◆ Exercise instructions ◆
Using the data below, copy out all lines with the word "linecap".

Stored items
════════════════
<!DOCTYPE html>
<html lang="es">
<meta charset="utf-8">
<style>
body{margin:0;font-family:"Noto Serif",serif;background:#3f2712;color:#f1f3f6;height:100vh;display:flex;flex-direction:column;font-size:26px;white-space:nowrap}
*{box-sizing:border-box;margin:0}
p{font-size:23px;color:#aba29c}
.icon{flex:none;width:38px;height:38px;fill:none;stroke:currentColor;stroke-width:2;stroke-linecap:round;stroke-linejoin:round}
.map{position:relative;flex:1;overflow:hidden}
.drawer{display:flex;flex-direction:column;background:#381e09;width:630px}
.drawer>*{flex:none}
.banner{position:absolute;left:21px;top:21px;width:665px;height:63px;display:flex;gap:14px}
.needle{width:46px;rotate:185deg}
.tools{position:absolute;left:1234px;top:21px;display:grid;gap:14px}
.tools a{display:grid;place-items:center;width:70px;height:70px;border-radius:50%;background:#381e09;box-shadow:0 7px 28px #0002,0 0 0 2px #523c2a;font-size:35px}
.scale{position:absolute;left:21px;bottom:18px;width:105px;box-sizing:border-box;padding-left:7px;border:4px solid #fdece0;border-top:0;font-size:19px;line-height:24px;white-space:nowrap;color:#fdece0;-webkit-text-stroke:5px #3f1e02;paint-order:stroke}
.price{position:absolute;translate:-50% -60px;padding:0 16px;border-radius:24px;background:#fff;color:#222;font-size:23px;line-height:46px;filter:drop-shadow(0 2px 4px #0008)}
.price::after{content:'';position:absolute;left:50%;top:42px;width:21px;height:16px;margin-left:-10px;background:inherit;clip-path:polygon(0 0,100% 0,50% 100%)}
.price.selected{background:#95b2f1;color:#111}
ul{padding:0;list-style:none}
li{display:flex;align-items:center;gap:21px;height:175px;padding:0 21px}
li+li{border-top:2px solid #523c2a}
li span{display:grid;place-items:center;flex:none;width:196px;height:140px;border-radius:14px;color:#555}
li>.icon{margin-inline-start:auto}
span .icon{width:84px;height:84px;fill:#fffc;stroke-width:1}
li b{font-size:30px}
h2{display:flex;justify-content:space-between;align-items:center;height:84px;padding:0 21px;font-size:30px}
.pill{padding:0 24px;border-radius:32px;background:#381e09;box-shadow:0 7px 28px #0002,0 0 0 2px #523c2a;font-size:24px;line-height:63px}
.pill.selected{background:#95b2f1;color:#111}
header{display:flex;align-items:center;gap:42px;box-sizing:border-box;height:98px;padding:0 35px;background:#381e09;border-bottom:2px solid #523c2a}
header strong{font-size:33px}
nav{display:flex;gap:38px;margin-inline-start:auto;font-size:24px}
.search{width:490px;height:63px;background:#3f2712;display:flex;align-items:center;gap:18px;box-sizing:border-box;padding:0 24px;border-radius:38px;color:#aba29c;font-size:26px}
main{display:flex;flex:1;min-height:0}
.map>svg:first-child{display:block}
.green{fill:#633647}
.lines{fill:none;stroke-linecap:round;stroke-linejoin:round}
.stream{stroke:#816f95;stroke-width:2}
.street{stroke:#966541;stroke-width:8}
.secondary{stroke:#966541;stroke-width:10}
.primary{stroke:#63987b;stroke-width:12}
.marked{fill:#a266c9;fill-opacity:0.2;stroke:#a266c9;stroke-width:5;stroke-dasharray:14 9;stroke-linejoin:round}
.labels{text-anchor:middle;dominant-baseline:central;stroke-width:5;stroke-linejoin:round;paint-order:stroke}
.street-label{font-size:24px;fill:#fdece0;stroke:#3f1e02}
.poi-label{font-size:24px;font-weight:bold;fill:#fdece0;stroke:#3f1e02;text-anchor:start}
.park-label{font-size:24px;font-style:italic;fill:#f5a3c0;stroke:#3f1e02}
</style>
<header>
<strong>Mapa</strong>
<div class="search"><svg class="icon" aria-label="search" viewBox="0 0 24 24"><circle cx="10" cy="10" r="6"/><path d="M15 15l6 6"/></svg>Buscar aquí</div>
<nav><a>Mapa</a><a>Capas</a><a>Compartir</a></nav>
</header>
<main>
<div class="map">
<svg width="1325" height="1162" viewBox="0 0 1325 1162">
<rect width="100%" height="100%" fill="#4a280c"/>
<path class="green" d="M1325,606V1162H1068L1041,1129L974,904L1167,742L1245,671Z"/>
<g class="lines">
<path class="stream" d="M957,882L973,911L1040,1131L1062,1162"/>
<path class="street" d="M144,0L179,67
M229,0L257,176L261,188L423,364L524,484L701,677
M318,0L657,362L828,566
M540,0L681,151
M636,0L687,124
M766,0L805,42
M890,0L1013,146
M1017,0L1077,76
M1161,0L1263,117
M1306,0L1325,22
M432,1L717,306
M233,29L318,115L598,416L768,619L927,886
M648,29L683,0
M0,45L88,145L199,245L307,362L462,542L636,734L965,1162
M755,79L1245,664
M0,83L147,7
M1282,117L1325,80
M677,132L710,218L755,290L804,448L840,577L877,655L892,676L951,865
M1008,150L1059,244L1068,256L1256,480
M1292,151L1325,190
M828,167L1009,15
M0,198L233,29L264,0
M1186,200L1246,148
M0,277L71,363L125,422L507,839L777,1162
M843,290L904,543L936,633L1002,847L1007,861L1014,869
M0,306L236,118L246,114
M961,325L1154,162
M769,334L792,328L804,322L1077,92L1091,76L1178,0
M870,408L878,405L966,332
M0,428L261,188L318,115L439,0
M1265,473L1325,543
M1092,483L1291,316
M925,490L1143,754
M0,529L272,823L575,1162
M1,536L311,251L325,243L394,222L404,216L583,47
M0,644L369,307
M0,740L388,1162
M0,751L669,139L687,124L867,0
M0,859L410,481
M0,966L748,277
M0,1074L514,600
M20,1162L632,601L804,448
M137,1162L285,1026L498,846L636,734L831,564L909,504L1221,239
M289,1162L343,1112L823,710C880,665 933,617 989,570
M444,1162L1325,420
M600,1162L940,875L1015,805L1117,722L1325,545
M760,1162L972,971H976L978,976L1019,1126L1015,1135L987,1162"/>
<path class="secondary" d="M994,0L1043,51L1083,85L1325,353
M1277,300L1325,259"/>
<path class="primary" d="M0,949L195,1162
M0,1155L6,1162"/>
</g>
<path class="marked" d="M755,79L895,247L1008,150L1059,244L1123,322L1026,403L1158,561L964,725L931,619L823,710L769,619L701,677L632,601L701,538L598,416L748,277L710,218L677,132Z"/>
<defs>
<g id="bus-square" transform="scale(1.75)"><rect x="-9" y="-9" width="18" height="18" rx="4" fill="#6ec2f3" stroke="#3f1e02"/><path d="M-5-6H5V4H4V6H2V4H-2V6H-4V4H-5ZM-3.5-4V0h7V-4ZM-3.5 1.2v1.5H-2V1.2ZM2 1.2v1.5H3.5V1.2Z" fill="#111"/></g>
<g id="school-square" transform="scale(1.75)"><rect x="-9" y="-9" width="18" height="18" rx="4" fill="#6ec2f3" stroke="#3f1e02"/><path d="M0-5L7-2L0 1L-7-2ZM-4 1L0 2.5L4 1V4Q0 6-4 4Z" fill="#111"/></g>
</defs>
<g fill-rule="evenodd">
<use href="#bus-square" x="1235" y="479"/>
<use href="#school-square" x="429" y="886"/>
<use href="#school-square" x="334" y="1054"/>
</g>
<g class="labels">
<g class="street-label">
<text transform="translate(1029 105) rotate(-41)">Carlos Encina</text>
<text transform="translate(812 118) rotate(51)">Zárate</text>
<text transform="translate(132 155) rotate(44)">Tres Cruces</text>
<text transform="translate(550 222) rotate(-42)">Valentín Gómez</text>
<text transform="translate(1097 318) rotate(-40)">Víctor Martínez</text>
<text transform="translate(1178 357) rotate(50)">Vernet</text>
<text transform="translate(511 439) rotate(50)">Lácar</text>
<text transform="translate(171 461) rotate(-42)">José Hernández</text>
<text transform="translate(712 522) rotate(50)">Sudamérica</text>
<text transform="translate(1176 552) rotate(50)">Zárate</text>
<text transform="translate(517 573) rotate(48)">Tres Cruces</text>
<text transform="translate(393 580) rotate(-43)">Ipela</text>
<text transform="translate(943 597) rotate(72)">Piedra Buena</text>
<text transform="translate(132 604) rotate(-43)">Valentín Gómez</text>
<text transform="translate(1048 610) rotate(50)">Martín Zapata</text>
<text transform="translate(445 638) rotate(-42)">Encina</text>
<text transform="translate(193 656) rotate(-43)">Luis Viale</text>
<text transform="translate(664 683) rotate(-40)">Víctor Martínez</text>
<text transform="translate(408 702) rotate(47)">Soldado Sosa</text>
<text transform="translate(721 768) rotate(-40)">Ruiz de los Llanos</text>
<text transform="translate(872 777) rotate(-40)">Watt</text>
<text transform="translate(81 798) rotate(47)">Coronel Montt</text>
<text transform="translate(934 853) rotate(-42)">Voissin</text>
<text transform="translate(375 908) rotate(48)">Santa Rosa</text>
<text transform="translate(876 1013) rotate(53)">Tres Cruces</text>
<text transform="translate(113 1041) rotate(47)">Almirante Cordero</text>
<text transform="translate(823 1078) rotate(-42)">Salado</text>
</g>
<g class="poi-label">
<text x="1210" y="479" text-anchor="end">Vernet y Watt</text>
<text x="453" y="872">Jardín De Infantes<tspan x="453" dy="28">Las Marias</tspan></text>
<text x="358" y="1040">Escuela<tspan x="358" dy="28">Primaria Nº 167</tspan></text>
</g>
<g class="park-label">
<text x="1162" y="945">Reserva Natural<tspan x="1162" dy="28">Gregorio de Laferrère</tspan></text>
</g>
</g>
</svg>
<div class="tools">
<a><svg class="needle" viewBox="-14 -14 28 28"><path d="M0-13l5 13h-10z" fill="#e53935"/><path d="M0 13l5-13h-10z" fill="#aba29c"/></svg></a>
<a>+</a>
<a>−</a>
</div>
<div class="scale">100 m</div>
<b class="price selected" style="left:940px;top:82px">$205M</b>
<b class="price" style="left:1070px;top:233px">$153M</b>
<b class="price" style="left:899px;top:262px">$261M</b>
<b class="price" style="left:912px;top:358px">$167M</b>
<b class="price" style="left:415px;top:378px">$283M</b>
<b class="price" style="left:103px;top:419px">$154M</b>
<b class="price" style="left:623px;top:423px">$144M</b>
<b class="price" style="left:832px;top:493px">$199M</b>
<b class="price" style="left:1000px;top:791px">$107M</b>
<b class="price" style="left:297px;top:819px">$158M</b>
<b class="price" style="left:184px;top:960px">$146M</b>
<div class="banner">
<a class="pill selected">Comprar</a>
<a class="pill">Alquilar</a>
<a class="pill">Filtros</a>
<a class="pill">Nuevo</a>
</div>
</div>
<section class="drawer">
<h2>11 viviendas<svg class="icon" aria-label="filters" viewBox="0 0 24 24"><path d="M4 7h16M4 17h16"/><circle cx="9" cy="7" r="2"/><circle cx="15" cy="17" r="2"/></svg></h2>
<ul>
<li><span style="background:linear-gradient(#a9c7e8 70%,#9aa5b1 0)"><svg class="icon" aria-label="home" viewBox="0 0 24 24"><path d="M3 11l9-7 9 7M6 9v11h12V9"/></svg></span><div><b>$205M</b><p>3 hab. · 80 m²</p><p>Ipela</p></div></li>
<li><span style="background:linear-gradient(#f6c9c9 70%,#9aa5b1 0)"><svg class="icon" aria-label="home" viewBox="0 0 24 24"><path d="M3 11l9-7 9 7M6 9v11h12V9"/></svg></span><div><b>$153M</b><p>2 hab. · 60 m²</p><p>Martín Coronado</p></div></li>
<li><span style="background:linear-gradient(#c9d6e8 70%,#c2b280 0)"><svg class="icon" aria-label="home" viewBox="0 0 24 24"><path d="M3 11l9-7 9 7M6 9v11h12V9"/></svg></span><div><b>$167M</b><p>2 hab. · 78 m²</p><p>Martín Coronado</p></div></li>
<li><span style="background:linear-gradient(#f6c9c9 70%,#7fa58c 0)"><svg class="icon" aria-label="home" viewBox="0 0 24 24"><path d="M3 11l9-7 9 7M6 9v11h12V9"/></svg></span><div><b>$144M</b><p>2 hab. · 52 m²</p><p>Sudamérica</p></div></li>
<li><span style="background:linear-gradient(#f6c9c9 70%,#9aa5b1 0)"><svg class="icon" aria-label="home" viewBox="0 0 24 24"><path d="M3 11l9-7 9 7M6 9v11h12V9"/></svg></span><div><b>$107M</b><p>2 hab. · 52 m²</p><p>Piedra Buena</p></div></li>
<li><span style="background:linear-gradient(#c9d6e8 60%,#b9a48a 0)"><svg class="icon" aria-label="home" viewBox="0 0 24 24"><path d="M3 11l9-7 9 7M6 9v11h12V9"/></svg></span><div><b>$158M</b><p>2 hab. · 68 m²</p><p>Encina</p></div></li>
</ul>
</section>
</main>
════════════════
◆ Task output ◆
.icon{flex:none;width:38px;height:38px;fill:none;stroke:currentColor;stroke-width:2;stroke-linecap:round;stroke-linejoin:round}
.lines{fill:none;stroke-linecap:round;stroke-linejoin:round}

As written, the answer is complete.